**RECORD EXTRACTS**
—————
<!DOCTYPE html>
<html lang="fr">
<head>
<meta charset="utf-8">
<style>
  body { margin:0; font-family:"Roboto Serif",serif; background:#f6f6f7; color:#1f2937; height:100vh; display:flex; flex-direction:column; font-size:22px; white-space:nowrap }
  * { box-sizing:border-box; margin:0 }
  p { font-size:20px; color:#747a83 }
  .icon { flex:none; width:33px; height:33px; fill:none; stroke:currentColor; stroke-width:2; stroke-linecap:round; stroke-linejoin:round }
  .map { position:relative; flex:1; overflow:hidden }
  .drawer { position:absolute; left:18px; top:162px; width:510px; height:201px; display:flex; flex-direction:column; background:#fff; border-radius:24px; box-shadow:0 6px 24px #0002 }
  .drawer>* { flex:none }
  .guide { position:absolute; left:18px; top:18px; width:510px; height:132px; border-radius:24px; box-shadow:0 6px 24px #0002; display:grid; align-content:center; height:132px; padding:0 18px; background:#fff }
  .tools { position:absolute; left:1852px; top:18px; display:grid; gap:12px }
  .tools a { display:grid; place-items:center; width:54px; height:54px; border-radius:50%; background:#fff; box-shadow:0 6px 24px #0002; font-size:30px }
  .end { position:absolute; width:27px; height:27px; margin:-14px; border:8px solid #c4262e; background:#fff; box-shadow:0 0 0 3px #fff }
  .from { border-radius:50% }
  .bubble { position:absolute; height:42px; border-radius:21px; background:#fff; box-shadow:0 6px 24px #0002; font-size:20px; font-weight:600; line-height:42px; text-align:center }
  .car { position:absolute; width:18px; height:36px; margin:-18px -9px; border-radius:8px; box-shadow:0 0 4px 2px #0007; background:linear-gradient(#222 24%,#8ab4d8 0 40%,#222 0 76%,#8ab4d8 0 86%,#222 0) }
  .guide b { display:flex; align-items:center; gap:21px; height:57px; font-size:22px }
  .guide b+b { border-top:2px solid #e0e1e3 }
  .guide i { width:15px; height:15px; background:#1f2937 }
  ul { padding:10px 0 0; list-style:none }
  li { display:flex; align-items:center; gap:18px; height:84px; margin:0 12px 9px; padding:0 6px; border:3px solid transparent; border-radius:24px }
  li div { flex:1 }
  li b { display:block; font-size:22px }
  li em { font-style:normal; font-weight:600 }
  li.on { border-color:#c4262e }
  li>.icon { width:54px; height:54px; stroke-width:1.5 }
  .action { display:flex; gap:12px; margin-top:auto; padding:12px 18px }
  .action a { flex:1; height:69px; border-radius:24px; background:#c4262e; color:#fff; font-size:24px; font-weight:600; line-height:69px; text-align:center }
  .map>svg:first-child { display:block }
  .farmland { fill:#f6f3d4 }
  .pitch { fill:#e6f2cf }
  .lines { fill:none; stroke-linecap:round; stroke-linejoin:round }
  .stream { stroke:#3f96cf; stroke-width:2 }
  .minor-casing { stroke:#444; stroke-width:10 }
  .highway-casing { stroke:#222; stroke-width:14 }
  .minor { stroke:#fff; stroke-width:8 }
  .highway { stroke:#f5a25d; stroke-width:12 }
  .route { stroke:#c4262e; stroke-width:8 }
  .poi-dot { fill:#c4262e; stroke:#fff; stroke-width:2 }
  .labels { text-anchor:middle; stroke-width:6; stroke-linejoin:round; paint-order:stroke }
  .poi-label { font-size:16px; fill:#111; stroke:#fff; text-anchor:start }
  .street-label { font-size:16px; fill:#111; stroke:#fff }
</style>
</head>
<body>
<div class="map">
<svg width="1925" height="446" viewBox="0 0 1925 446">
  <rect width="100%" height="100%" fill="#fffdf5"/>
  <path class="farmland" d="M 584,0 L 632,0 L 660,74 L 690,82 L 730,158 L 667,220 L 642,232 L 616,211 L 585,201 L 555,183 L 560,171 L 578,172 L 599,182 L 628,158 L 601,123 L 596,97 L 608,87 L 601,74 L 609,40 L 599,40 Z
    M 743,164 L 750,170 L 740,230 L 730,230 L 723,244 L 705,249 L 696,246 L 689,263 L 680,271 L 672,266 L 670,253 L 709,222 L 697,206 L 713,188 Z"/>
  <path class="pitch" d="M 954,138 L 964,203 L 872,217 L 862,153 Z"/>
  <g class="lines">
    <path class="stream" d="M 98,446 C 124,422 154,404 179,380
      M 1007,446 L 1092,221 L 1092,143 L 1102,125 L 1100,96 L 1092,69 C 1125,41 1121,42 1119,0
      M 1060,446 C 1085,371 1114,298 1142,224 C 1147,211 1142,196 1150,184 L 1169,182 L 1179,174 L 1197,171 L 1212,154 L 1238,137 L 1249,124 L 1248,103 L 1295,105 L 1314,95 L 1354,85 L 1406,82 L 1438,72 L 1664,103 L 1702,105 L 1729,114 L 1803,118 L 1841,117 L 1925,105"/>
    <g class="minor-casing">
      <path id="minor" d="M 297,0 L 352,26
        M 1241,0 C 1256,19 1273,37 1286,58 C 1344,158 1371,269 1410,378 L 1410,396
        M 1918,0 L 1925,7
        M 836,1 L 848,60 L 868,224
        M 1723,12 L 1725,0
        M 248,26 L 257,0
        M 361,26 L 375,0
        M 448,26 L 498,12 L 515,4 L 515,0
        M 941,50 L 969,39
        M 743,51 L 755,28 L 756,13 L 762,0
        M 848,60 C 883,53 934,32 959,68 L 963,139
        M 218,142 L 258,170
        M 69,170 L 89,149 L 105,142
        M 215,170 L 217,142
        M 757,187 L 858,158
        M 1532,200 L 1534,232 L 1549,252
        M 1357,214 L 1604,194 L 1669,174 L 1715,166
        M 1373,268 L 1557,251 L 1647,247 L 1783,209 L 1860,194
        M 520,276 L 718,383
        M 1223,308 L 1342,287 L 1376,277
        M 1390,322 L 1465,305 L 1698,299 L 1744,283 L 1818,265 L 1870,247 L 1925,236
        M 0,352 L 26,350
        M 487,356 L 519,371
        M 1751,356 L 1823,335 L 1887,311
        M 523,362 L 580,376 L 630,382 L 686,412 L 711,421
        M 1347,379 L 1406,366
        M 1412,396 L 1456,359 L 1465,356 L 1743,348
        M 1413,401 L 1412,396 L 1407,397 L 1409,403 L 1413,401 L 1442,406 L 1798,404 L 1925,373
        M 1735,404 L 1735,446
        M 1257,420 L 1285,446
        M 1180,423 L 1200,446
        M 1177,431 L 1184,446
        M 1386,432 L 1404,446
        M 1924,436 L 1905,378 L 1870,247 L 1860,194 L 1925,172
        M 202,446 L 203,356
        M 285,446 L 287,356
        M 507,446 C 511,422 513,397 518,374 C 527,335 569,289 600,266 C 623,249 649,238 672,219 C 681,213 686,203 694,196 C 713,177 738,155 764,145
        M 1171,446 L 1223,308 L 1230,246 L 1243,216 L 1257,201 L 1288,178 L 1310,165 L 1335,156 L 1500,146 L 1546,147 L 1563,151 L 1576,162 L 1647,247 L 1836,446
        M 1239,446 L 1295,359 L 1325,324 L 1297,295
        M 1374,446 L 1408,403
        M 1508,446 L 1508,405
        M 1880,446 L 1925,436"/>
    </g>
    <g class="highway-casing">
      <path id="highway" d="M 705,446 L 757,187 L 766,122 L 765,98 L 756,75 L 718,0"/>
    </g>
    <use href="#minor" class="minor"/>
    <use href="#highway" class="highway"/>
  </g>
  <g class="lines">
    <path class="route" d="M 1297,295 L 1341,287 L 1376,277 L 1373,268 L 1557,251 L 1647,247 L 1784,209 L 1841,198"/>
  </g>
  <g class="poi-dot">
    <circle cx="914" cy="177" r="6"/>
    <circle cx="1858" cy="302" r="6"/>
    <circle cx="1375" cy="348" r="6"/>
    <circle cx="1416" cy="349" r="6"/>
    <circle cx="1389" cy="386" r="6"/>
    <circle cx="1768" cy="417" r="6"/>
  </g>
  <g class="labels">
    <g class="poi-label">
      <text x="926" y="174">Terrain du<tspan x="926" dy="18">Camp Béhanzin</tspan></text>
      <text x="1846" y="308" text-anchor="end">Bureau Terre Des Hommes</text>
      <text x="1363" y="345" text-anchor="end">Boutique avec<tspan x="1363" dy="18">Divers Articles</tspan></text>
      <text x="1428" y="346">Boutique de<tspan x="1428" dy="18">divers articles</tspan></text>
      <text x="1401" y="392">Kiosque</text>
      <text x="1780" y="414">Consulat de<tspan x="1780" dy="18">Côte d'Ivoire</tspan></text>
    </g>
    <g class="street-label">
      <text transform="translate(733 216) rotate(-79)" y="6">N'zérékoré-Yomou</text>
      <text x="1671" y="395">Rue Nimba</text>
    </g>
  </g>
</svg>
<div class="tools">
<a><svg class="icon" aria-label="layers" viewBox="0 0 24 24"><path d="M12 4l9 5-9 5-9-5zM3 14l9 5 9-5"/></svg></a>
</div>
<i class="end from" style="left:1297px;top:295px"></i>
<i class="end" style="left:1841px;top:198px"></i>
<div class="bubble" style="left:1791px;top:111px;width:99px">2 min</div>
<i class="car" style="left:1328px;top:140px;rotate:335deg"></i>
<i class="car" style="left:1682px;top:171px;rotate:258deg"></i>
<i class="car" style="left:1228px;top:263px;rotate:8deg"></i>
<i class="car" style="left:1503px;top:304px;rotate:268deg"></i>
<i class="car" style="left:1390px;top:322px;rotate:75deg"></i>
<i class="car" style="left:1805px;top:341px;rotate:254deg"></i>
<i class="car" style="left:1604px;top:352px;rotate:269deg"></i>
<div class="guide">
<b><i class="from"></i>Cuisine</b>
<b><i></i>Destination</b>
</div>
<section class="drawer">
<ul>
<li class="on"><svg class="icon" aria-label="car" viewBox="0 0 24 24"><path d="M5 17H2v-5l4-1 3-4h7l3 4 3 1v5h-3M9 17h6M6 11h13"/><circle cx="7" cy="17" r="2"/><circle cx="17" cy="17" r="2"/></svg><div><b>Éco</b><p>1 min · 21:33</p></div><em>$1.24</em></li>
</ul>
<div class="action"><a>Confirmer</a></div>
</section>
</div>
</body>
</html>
—————
**WHAT YOU SHOULD DO**
Within the material above, find every line containing the word "radius" and copy it.

**RESULT OF THE TASK**
  .drawer { position:absolute; left:18px; top:162px; width:510px; height:201px; display:flex; flex-direction:column; background:#fff; border-radius:24px; box-shadow:0 6px 24px #0002 }
  .guide { position:absolute; left:18px; top:18px; width:510px; height:132px; border-radius:24px; box-shadow:0 6px 24px #0002; display:grid; align-content:center; height:132px; padding:0 18px; background:#fff }
  .tools a { display:grid; place-items:center; width:54px; height:54px; border-radius:50%; background:#fff; box-shadow:0 6px 24px #0002; font-size:30px }
  .from { border-radius:50% }
  .bubble { position:absolute; height:42px; border-radius:21px; background:#fff; box-shadow:0 6px 24px #0002; font-size:20px; font-weight:600; line-height:42px; text-align:center }
  .car { position:absolute; width:18px; height:36px; margin:-18px -9px; border-radius:8px; box-shadow:0 0 4px 2px #0007; background:linear-gradient(#222 24%,#8ab4d8 0 40%,#222 0 76%,#8ab4d8 0 86%,#222 0) }
  li { display:flex; align-items:center; gap:18px; height:84px; margin:0 12px 9px; padding:0 6px; border:3px solid transparent; border-radius:24px }
  .action a { flex:1; height:69px; border-radius:24px; background:#c4262e; color:#fff; font-size:24px; font-weight:600; line-height:69px; text-align:center }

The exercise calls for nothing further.